The central error of comprehensive socialism or the regulatory impulse is to suppose that betterment does not need to be tested by trade, that no discoveries are to be made by performing cash tests on millions of individual and idiosyncratic people about what they value, that we already know everything we need to know to satisfy and protect the consumers.  Therefore it seems right  and proper to hand over the regulation of the economy to the state – that is, for the state to act, in John Kenneth Galbraith’s brilliant rhetoric of 1952 (which installed the notion in the minds of American Democrats) as a “countervailing power,” a perfectly unbiased referee, between unions and businesses.

The point is that the prejudices against the middleman, the boss, the banker – vile things – if it gets beyond cheap talk, and it often does, can stop cold all discovery, betterment, and creative destruction.

“Progressives” mistake as “science” their habit of lumping countless idiosyncratic individuals and things, each always in an ever-changing set of deeply nuanced circumstances, into catch-all categories (such as “consumers,” “labor,” “government,” “the environment,” “the health-care sector,” “the money supply,” “the unemployment rate,” “the capital stock,” and “imports”) and then theorizing about how these big blobs of people and things interact with each other, and how these interactions can be ‘improved’ by an apolitical, loving, intelligent, ever-diligent scientific guiding hand.  That professors and their graduate students can assemble data on each of these big blobs of people and things, can write intricate equations describing mathematically how the professors and their graduate students imagine these blobs interacting with each other, and use the gathered data and sophisticated software to “test” the equation-ladened “models” seems oh-so-objective and truly scientific.

Yet most such exercises are b.s.  Far too many of these exercises, when done by economists, are done in utter disregard of the meaningful, if impossible to observe from afar, differences that separate from each other each of the individuals and things that comprise each constructed blob.  Far too many of these exercise are done by people whose impressive, deep, and vast knowledge of econometric techniques does not begin to compensate for their innocence of price theory, of history, and of formal and informal institutions.

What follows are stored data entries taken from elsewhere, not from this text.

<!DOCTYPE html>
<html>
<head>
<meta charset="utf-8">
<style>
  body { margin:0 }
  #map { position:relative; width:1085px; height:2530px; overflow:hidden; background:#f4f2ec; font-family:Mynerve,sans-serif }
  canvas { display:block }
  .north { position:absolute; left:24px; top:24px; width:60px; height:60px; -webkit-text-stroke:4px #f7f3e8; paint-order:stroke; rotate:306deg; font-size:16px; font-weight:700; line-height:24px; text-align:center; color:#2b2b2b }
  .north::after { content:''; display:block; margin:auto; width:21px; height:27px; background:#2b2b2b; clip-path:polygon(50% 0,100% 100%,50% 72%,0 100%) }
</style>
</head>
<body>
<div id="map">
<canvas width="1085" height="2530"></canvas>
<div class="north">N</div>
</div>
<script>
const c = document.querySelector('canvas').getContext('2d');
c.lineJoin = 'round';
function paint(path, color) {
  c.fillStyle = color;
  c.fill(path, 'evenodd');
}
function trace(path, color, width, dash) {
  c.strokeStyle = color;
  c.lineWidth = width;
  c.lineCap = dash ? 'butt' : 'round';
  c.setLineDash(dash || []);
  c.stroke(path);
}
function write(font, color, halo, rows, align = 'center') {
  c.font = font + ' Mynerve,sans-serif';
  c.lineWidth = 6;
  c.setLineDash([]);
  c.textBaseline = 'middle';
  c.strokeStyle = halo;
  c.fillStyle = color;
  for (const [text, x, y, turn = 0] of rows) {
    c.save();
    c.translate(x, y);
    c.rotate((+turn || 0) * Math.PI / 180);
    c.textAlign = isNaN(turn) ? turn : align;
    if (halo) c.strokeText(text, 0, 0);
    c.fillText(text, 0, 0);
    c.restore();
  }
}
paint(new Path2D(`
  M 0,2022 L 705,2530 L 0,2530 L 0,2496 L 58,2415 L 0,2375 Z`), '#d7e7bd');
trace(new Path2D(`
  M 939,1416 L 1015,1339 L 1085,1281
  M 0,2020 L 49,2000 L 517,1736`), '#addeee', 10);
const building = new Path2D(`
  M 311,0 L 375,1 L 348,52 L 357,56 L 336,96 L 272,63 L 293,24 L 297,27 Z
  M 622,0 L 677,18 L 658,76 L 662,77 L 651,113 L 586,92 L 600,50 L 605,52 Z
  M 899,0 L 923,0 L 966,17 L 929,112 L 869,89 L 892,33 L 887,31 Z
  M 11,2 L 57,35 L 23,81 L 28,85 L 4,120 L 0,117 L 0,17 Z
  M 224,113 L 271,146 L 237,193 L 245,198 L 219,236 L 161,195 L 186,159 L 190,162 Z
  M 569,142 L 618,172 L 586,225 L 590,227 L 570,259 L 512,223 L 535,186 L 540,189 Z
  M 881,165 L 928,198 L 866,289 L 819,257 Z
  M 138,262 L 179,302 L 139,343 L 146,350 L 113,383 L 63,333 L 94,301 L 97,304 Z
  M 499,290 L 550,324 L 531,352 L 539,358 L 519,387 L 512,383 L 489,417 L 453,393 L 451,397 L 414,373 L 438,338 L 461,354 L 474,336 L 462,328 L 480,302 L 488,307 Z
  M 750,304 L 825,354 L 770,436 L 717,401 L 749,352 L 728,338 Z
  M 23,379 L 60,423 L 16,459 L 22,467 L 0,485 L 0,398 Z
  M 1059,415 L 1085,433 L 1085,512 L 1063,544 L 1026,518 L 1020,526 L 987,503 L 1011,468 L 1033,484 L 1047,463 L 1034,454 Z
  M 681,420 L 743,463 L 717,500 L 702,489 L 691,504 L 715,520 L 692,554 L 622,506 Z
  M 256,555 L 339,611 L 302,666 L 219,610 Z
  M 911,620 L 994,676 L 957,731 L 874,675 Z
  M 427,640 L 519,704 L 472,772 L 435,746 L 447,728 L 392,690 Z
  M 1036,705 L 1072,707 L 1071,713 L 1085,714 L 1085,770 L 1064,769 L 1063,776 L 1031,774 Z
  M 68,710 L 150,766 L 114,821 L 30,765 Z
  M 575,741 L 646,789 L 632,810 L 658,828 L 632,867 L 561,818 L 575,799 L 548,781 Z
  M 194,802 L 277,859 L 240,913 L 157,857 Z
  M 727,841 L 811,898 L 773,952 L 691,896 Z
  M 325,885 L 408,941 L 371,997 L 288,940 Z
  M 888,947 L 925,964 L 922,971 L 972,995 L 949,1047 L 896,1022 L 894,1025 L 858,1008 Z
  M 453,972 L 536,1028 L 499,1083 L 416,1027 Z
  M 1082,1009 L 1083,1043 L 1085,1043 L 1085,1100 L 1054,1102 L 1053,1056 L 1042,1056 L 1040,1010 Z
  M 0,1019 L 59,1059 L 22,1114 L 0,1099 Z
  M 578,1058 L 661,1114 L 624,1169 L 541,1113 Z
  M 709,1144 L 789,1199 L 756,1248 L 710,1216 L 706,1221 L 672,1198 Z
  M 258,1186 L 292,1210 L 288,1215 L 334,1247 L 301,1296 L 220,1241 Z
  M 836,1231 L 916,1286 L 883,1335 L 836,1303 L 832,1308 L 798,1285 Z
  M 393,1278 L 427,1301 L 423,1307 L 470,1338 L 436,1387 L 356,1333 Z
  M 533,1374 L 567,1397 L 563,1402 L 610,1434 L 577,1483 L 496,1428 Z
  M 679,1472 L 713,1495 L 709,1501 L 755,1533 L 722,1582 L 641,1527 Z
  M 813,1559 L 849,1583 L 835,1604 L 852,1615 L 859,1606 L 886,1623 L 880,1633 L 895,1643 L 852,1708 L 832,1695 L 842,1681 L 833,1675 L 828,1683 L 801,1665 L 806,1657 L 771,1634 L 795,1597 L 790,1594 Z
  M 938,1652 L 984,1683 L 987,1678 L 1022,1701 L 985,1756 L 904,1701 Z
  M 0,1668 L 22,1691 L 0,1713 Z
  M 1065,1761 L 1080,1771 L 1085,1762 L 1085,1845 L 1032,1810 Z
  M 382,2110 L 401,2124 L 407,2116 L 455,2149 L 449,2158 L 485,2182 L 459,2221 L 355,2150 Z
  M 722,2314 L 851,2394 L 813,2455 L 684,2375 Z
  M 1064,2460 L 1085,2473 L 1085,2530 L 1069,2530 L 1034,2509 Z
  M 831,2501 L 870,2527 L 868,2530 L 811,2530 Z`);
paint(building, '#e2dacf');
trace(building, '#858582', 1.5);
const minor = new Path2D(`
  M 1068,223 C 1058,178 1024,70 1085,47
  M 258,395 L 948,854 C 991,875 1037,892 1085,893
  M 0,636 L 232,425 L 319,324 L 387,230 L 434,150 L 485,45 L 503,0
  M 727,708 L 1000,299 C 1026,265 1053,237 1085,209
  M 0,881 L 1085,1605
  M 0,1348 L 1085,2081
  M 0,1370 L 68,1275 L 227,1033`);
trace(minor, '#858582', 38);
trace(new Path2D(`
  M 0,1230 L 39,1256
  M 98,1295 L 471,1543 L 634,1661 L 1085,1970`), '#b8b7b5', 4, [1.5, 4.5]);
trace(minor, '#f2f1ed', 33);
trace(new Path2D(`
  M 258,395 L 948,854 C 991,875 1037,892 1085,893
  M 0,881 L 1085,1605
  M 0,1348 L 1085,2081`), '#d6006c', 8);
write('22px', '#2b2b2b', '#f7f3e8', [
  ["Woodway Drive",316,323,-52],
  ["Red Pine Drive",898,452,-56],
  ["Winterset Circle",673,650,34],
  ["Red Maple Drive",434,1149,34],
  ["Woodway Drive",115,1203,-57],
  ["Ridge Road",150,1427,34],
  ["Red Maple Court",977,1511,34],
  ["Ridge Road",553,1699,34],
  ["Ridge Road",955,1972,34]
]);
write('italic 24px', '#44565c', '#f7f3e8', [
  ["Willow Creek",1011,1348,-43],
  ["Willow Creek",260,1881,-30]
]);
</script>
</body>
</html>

Correctly taught and understood, economics reveals that reality is vastly more complex than the economically untutored mind realizes.  Yet this message of complexity is unwelcome by those who want to rule and command.  The reason is that to understand the reality of reality’s complexities is to understand that ruling and commanding – the actions of the “man of system” – can only worsen most individuals’ lives.  Ruling and commanding of the sort that “men – and women – of system” itch to do can only disrupt for the worse, and not improve for the better, the spontaneous forces of society.